> Problem to work on
Isolate every line in the records below with "lines" in it.
--- Data supplied Enclosed Below ---
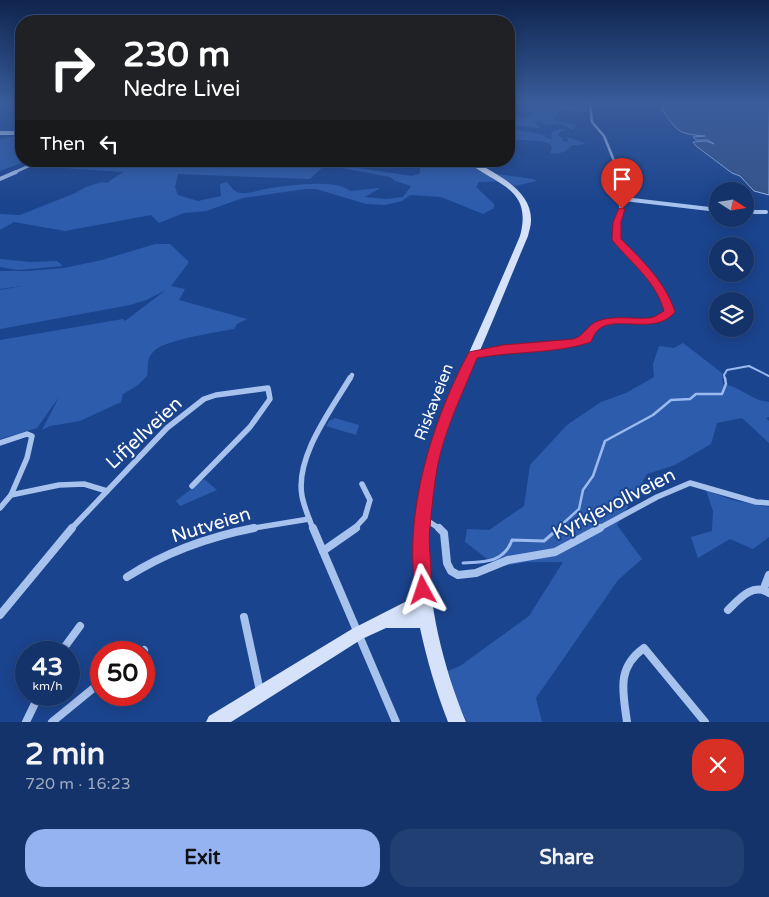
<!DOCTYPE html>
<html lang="en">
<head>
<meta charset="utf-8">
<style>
  :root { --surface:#14336a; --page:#213f72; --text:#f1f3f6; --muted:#9daac1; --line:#334e7e; --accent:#95b2f1 }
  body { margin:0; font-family:"Varela Round",sans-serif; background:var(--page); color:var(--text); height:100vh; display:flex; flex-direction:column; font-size:19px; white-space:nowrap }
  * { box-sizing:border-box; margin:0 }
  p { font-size:16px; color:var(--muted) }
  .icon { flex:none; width:28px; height:28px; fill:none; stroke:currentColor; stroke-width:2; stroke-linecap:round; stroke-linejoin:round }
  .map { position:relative; height:722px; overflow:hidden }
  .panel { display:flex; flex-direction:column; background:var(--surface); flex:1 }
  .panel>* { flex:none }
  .top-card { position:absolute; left:15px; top:15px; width:500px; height:152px; border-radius:20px; box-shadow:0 2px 12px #0003,0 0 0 1px var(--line); background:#202124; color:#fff; overflow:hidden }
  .needle { width:32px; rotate:102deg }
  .buttons { position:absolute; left:709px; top:182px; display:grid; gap:10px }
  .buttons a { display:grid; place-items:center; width:45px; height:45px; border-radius:50%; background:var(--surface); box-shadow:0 2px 12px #0003,0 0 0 1px var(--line); font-size:25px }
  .speed { position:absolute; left:15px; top:641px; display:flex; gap:10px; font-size:25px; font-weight:700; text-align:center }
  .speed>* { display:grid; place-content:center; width:65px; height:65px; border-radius:50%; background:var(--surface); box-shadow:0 2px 12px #0003,0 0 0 1px var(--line); line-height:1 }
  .speed small { font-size:12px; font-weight:400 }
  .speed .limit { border:8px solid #d22; background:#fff; color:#111 }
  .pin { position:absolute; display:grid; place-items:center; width:42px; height:42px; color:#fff; margin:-51px -21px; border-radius:50% 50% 50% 0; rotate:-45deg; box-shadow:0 0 5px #0007 }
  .pin .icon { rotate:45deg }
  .me { position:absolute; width:55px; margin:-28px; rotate:355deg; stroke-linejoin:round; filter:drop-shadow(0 0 4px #0008) }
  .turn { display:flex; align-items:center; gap:18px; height:105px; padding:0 25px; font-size:22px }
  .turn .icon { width:65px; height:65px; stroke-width:2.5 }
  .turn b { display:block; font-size:35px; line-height:42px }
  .then { display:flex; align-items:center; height:48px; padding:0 25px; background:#0003; gap:10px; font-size:19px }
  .round { display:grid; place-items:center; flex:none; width:52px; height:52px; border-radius:20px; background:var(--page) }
  .headline { display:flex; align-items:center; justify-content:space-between; height:85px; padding:0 25px }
  h1 { font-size:30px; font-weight:700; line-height:38px }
  .cta { display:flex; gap:10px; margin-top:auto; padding:10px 25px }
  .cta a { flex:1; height:58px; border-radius:20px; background:var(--accent); color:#111; font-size:20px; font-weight:700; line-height:58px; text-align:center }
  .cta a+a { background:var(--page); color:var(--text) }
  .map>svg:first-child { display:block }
  .green { fill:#2e5cac }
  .water { fill:#36538a; stroke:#9bbbf0 }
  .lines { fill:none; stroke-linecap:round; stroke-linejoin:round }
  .stream-far2 { stroke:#9bbbf0; stroke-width:2 }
  .stream-far1 { stroke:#9bbbf0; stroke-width:2.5 }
  .stream { stroke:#9bbbf0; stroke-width:3 }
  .street-far4 { stroke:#a8c2ee; stroke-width:2.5 }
  .street-far3 { stroke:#a8c2ee; stroke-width:4 }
  .street-far2 { stroke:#a8c2ee; stroke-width:4.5 }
  .street-far1 { stroke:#a8c2ee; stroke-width:5.5 }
  .street { stroke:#a8c2ee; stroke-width:8 }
  .secondary { fill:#d5e2fa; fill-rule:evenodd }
  .route { fill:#e11d48; stroke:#92132f }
  .labels { text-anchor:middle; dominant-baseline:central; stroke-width:4; stroke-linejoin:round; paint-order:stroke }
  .street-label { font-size:16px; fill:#fff; stroke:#1b448e }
  .near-street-label { font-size:19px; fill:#fff; stroke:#1b448e }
</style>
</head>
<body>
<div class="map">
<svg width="769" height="722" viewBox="0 0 769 722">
  <rect width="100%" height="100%" fill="#1b448e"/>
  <!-- green -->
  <g class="green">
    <path d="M533,103h56l-3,9 -26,-2 -2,5 -4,1 1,5 14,2 10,4h-6l1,2h-3c-15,-9 -19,-2 -31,-6l4,-1 -10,-1 6,7 -20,-2 -6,-3 1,-5 17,-2 2,-3 -13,-4z"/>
    <path d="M509,128l35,7 3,3 6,1 -2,-4 2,-4 8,-2 5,1 -6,2 -2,3 4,3 2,4h3l1,-3 -4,-1 3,-1 19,6 -5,2h-9c-7,7 -12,10 -22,8l2,-5 -2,-4 -9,-3 -32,-2z"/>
    <polygon points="21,135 21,161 27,161 0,171 0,139"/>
    <path d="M45,161h272l10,2 -17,16 -132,-5 -3,13 3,8 20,6 23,-5 -1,-12 7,-2c4,5 8,11 15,11 7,1 17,-3 23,-4 19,-3 70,-11 85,2l30,-3 -15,9 21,2 17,-2 8,-11 -16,-5 -5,-4 -60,-11 1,-2 81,12 8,-3v-12h48l21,12 44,6 4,2 -22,5 -9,-5 -27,1 -3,5 18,17v4l-11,6 -42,-17 -31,-2 -8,6 -17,4 -19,-1 -50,-15h-11l-62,9 -37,13 -22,2 -25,10 -8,-8 -86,16 -51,-9 -14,8v-16l20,1 53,-21 13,-7 16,-5 5,1 16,-11 -89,-6z"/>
    <path d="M155,244h15l19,18 -18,24 14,3 -6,11 68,19 -10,5 -3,5c-17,3 -70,11 -80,22 -9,8 -5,16 -7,25l-9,9 -15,9 -2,8 -41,19 -30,5 -8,4 17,-33 -22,31 -37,11v-99l123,-21 2,2 41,-31 -20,10 -16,5 -130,24v-39l22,-4 -22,3v-18h28l36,-3 38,-8z"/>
    <polygon points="0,259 30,262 57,261 63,266 18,270 0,267"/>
    <path d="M683,343l39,30 1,11c17,2 29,17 46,18v15l-3,1 3,3v22l-27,-25 -25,5 -6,21 -36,21 -28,9 -30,51 25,34 -24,21 -82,118 6,24h-75l-8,-16 -11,-35 12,-5 69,-50 34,-54h-36l-29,5 -33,-25 2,-13 22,1 35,-24 6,-41 37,-40 34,-23 25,-9 28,-16 -1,-13 6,-18 15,2z"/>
    <polygon points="335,418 359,425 356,435 326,426 329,421"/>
    <polygon points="204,479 217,490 180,506 176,501"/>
    <polygon points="706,490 732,500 769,507 769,537 753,549 730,539 698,558 691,537 712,531 713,511"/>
  </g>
  <!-- water -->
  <path class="water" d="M666,103h103v92l-15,-4 -14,-15 -8,-3 -36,-27 -3,-4 13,-1 8,3 -6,-4h-12l-3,-3 12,-1c-28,-2 -28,-5 -43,-27l1,-4h4z"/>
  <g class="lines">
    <!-- stream-far2 -->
    <polyline class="stream-far2" points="725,379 724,375 727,370 749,366 769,376"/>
    <!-- stream-far1 -->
    <polyline class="stream-far1" points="557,529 579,509 583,490 593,476 605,441 653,415 671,400 690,399 696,394 722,394 726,384 725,378"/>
    <!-- stream -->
    <path class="stream" d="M463,563c21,-1 41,0 49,-23l32,1 15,-13"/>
    <!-- street-far4 -->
    <g class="street-far4">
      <polyline points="590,103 592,122 604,136 619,173"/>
      <polyline points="13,173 40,161"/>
    </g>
    <!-- street-far3 -->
    <g class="street-far3">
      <path d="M618,172c10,25 -1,43 -1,68l21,23"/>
      <polyline points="0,179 16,172"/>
      <polyline points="624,199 718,210"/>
      <polyline points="745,212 766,212"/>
    </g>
    <!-- street-far2 -->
    <g class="street-far2">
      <path d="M473,355l104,-12c11,-4 14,-16 24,-19 23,-8 49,5 69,-12 -5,-21 -18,-35 -33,-50"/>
      <polyline points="350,379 352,375"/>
    </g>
    <!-- street-far1 -->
    <g class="street-far1">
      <polyline points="0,443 27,434 32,436 27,458 11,495"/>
      <polyline points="0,508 11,495 59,485 84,484 107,491"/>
      <polyline points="425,519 440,529"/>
      <polyline points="71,529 167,428 204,399 216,395 268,388 270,399 250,427 192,486"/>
      <polyline points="248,529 309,519"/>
      <path d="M313,529c-4,-11 -9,-22 -11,-33 -7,-39 29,-86 48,-118"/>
      <polyline points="354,529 365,517 370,500 362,484"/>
      <polyline points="598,529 657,497 690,483 756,502 769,503"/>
    </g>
    <!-- street -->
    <g class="street">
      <polyline points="313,528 396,722"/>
      <polyline points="439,528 444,533 447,563 451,571 458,575 476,573 508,560 555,552 600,528"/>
      <polyline points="323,551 356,528"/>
      <path d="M127,577c39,-25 81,-40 127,-49"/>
      <polyline points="764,588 769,575"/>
      <path d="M728,610c11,-11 25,-28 41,-17"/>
      <polyline points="0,615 72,528"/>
      <polyline points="244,617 260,691"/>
      <polyline points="61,652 80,626"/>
      <polyline points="141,652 144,650"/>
      <polyline points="26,722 39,695"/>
      <polyline points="52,722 101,682"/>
      <path d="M627,722c-4,-30 -11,-54 17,-74l61,74"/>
    </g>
    <!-- secondary -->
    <g class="secondary">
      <rect x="0" y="131" width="21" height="4"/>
      <path d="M466,161h8c22,13 58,29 57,60 0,5 -2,10 -3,15 -17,40 -33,80 -50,119 -13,31 -27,61 -36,92 -27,93 -12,187 24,275h-18c-12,-31 -21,-62 -28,-94h-34l-24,11 -131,83h-25l3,-6 143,-87 53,-27 11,-4c-6,-49 -1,-103 14,-151 10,-32 25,-62 38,-92 18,-40 35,-79 52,-119 13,-48 -24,-51 -54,-75z"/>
    </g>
  </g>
  <!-- sky -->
  <linearGradient id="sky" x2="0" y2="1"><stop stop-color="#0f254e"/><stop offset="0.5" stop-color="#395c9b"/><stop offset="1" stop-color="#395c9b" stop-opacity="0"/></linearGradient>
  <rect width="769" height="204" fill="url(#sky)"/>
  <!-- route -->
  <path class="route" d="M619,208l6,1 -4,13v17c21,21 45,44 54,73 -20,25 -62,1 -78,19 -3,3 -4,7 -6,11 -34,12 -77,9 -114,16 -14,34 -31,68 -39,105 -4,21 -6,43 -8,64 -3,19 5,55 -1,69l-6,2 -6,-2c-4,-9 -3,-20 -4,-30 -4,-70 23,-153 56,-214l34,-7 71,-6c11,-4 13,-14 24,-18 17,-7 44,0 56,-4 3,-2 7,-4 10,-6 -8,-30 -33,-48 -52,-71l1,-18z"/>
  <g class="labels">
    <!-- street labels -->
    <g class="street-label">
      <text transform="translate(434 402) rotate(-69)">Riskaveien</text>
    </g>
    <!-- near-street labels -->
    <g class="near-street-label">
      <text transform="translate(144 433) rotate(-43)">Lifjellveien</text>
      <text transform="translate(614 504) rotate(-27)">Kyrkjevollveien</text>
      <text transform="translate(211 525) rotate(-17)">Nutveien</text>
    </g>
  </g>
</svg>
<div class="buttons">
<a><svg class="needle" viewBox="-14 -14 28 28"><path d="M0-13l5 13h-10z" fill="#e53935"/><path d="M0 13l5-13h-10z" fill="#9daac1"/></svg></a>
<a><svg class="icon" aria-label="search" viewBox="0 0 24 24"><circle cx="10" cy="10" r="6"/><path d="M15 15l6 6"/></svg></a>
<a><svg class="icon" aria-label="layers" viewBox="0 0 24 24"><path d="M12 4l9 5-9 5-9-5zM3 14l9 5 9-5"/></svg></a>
</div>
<div class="speed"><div>43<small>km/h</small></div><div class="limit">50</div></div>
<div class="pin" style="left:622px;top:209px;background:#d93025"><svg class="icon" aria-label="arrive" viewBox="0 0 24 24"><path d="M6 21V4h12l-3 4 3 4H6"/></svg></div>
<svg class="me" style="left:423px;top:590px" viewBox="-20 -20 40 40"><path d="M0-17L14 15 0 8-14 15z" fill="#e11d48" stroke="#fff" stroke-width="4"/></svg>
<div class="top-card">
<div class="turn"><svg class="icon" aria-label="right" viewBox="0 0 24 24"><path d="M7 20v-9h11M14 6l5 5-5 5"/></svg><div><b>230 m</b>Nedre Livei</div></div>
<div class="then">Then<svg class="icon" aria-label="left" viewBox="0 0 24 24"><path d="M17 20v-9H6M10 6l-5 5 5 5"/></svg></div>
</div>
</div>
<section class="panel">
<div class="headline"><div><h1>2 min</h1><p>720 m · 16:23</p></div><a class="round" style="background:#d93025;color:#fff"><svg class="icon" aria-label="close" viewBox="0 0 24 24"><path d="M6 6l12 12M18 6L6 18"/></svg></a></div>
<div class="cta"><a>Exit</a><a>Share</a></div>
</section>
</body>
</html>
--- End of Enclosed Data supplied ---
> Written response
  .lines { fill:none; stroke-linecap:round; stroke-linejoin:round }
  <g class="lines">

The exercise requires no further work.